Sarà poi interessante vedere come il messaggio di questo Nobel verrà recepito negli ambienti giornalistici occidentali dove, soprattutto negli ultimi due anni, censura e auto-censura stanno diventando la norma e non più l’eccezione. L’assegnazione del prestigioso premio è avvenuta proprio mentre Google, il colosso di Internet per eccellenza, annunciava il blocco delle pubblicità per tutti quei video di YouTube con un contenuto “che contraddice il consenso scientifico sul cambiamento climatico”. A parte il fatto che il “consenso scientifico” è un concetto contraddittorio in sé (la scienza non dipende dal parere del maggior numero di scienziati, non è democratica, come insistono gli scienziati stessi), questa è una forma larvata di censura: negare i profitti a chi promuove un contenuto sgradito. Per stanare questi dissidenti, Google afferma che saranno impiegati “metodi automatici e una revisione umana”. Leggasi: un algoritmo per scovare le parole-chiave proibite e squadre di admin per scoprire contenuti proibiti. Questi contenuti, secondo Google, sono quelli che “ritengono il cambiamento climatico come una truffa o una bufala, affermazioni che negano una tendenza di lungo periodo che porta ad un riscaldamento globale e negano che le emissioni di gas serra derivate da attività umane contribuiscano al cambiamento climatico”.
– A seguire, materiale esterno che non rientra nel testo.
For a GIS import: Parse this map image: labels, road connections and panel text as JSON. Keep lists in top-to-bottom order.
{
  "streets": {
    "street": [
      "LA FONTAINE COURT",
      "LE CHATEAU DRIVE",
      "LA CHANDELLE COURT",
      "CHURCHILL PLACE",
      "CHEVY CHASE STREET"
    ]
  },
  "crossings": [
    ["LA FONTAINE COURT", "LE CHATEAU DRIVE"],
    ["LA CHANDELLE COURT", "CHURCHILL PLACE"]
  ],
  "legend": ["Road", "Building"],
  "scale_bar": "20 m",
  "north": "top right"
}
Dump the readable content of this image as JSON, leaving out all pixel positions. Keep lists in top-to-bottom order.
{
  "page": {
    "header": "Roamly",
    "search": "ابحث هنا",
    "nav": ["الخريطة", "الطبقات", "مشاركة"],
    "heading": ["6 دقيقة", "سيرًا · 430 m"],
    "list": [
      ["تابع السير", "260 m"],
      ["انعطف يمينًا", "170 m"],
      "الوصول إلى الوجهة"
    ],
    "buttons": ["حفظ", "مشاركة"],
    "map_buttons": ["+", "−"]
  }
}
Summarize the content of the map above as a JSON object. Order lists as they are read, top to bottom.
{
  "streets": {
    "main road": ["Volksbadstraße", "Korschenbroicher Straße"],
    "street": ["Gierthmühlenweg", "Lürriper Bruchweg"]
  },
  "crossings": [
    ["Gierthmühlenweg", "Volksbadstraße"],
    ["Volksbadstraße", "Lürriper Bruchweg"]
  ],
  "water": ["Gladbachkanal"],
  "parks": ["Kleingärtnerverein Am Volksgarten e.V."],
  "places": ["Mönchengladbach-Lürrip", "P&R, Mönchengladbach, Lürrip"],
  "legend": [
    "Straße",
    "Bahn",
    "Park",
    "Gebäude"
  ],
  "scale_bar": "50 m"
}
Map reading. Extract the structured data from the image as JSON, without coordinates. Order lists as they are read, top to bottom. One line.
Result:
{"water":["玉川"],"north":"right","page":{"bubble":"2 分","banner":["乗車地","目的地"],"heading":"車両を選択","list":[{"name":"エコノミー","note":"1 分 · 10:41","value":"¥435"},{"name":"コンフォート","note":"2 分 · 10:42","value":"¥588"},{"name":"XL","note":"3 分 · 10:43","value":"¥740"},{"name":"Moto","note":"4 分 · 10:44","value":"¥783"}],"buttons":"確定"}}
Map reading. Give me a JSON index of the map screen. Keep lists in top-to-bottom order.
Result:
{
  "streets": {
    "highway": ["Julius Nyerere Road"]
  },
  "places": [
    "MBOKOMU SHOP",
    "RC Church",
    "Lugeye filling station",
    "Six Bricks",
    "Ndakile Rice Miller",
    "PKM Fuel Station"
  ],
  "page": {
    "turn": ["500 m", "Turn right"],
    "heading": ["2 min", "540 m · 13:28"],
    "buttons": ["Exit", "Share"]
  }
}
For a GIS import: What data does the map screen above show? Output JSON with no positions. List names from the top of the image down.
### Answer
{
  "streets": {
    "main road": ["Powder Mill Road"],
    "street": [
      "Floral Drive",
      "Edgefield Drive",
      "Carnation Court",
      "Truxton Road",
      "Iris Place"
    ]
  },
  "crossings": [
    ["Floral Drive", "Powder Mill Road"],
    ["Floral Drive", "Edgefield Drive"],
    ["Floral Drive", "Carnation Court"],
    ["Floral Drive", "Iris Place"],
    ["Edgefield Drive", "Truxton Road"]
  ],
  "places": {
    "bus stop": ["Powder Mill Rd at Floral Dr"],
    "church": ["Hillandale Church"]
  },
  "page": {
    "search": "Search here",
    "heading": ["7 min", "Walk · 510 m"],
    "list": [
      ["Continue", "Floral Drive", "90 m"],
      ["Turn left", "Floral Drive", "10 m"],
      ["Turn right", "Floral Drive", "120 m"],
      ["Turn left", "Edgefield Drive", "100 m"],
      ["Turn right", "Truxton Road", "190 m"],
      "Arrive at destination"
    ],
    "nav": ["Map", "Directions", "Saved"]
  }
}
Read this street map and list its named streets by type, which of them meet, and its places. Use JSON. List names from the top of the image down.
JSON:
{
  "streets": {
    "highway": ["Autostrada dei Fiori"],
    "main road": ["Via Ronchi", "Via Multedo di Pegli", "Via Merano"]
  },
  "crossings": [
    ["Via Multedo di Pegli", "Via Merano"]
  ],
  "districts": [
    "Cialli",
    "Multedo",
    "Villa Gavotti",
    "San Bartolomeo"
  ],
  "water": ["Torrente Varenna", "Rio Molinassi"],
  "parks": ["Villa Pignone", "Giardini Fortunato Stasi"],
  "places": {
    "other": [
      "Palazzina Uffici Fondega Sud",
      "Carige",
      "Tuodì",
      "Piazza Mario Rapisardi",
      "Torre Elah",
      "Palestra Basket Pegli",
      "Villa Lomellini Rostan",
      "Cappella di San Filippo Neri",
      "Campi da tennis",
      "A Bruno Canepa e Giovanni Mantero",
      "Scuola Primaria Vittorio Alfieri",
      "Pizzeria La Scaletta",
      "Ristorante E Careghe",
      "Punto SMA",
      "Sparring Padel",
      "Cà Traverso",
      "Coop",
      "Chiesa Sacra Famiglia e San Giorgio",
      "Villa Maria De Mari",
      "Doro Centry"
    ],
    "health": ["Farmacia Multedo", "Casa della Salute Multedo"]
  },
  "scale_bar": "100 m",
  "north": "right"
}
Sempre il giorno stesso dell’assegnazione del Nobel, Facebook, il più frequentato social network del mondo con quasi 40 milioni di utenti in Italia, ha censurato un video con l’intervento di Giorgio Agamben. Mentre questo articolo va online, il video non è ancora visibile sul social network. Il filosofo si opponeva all’introduzione dell’obbligo di Green Pass, considerandolo un provvedimento da Unione Sovietica e non da Paese libero. Da notare: il video era pubblico ed era la sua audizione in Commissione Affari Costituzionali, nel Senato della Repubblica italiana.

Scommettiamo però che il problema che abbiamo in Occidente non sarà rilevato, né dal Comitato per il Nobel, né dal mondo del giornalismo occidentale che oggi plaude (giustamente) al premio per i giornalisti eroi. E non lo sarà per due motivi. Perché da noi non c’è un regime che uccide, incarcera o minaccia, ma un’auto-censura, indotta dallo Stato, sicuramente, ma praticata dagli stessi editori e proprietari di social media. E l’auto-censura è molto più difficile da combattere rispetto alla censura, perché è per definizione "accettata" socialmente. In secondo luogo, però, si è affermata la bizzarra idea che la vera libertà di stampa sia la libertà dalle fake news. E molte notizie sono considerate “fake” prima ancora che vengano diffuse. Quindi siamo al paradosso di considerare “libertà di stampa” la nuova censura.